The Council of Nicaea, the First Ecumenical Council of the ancient and undivided Catholic Church, bequeathed to the world far more than the one universally accepted creed in Christian history, though that is no small feat. The council itself is shrouded in myth and mystery. The official Acts have been lost. The records we have of which bishops and clerics were present do not agree. Was St. Nicholas, for example, really there? Did he really, overcome by zeal, strike the heretic Arius in the face? Some have even theorized that the number of bishops (318) comes not from careful accounting but rather biblical allusion: “Now when Abram heard that his brother was taken captive, he armed his three hundred and eighteen trained servants who were born in his own house, and went in pursuit as far as Dan” (Gen. 14:14).
And, of course, no story of Nicaea can ignore the role played by the first Christian emperor: Constantine. The legacy of Nicaea is not only theological but social and political as well. It set the tone for a new, and often fraught, relationship between church and state, even East and West, with enduring lessons for Christians in every age.
First, we have to consider the background. Since the time of the Apostles, 10 of whom, according to tradition, suffered martyrdom, including St. Peter and St. Paul at the hands of the Romans, the Church faced intermittent, usually regional, persecutions in Rome. For three centuries, Christian intellectuals such as St. Justin Martyr, St. Athenagoras of Athens, Tertullian, Origen, and Lactantius made principled cases not just for the end of persecution but also for universal religious liberty—all, with the exception of Lactantius, to no avail.
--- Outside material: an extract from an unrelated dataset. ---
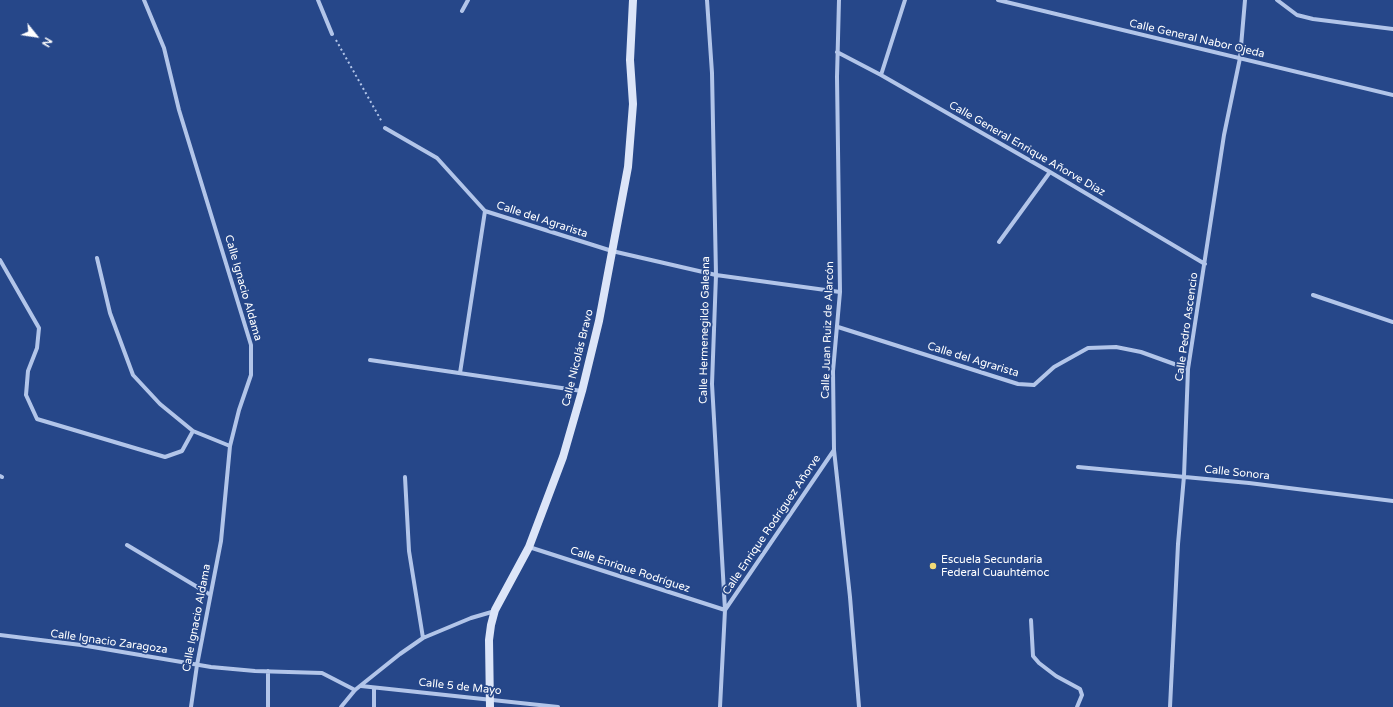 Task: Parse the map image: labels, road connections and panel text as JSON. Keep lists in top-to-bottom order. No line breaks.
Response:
{"streets":{"street":["Calle General Nabor Ojeda","Calle General Enrique Añorve Díaz","Calle del Agrarista","Calle Ignacio Aldama","Calle Pedro Ascencio","Calle Hermenegildo Galeana","Calle Juan Ruiz de Alarcón","Calle Nicolás Bravo","Calle Sonora","Calle Enrique Rodríguez Añorve","Calle Enrique Rodríguez","Calle Ignacio Zaragoza","Calle 5 de Mayo"]},"crossings":[["Calle General Nabor Ojeda","Calle Pedro Ascencio"],["Calle General Enrique Añorve Díaz","Calle Pedro Ascencio"],["Calle General Enrique Añorve Díaz","Calle Juan Ruiz de Alarcón"],["Calle del Agrarista","Calle Pedro Ascencio"],["Calle del Agrarista","Calle Hermenegildo Galeana"],["Calle del Agrarista","Calle Juan Ruiz de Alarcón"],["Calle del Agrarista","Calle Nicolás Bravo"],["Calle Ignacio Aldama","Calle Ignacio Zaragoza"],["Calle Pedro Ascencio","Calle Sonora"],["Calle Hermenegildo Galeana","Calle Enrique Rodríguez Añorve"],["Calle Hermenegildo Galeana","Calle Enrique Rodríguez"],["Calle Juan Ruiz de Alarcón","Calle Enrique Rodríguez Añorve"],["Calle Nicolás Bravo","Calle Enrique Rodríguez"],["Calle Nicolás Bravo","Calle 5 de Mayo"],["Calle Enrique Rodríguez Añorve","Calle Enrique Rodríguez"]],"places":["Escuela Secundaria Federal Cuauhtémoc"],"north":"bottom right"} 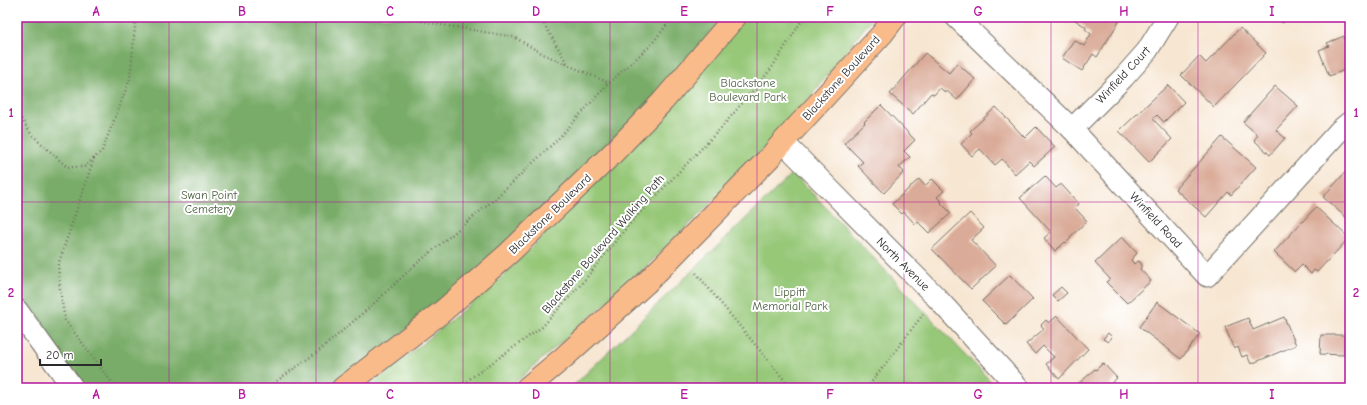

Then came Constantine, or as we refer to him in my Orthodox tradition, “St. Constantine the Great, equal-to-the-Apostles.” The emperor’s own biography cannot be separated from conflicting and legendary accounts, but the short version is that, having adopted the Chi Rho (the first letters of “Christ” in Greek) as his army’s symbol, he crossed the Milvian bridge, defeated his rival Maxentius, and entered Rome as a liberator, becoming emperor of the West and later, in 324 after defeating Licinius, sole ruler of the empire.
In 313, when relations with Licinius had been better, the two issued the so-called Edict of Milan, returning confiscated property to the Church and granting universal religious tolerance, including for Christians. He did not make Christianity the official religion, though he did promote it. Eusebius of Caesarea’s jubilation over the event captures the relief of long-persecuted Christians: “Finally a bright and splendid day, overshadowed by no cloud, illuminated with beams of heavenly light the churches of Christ throughout the entire world.”
Reflecting early Christian support for religious liberty, Eusebius continues: “And not even those without our communion were prevented from sharing in the same blessings, or at least from coming under their influence and enjoying a part of the benefits bestowed upon us by God.” Constantine drew upon Lactantius in his religious policy and appointed him tutor to his star-crossed son Crispus.
Nevertheless, Constantine’s conversion to Christianity was gradual, and much of his life and worldview retained older Roman practices and perspectives. However, to his credit, upon his triumphant arrival in Rome, he refused to offer sacrifices to the pagan gods and basically reduced the cult of the emperor to a fan club, ending the sacrifices and worship previous emperors had permitted. Even after becoming a catechumen, he delayed his baptism until just before his death. Charitably, we could say this was in recognition of the messiness and moral corruption of worldly power, including his involvement in the deaths of his son Crispus and his (Constantine’s) wife Fausta. That might be too generous, though. In fact, Constantine had planned a lavish public event in which he would be baptized in the Jordan but fell ill before he could realize his plans, dying in 337.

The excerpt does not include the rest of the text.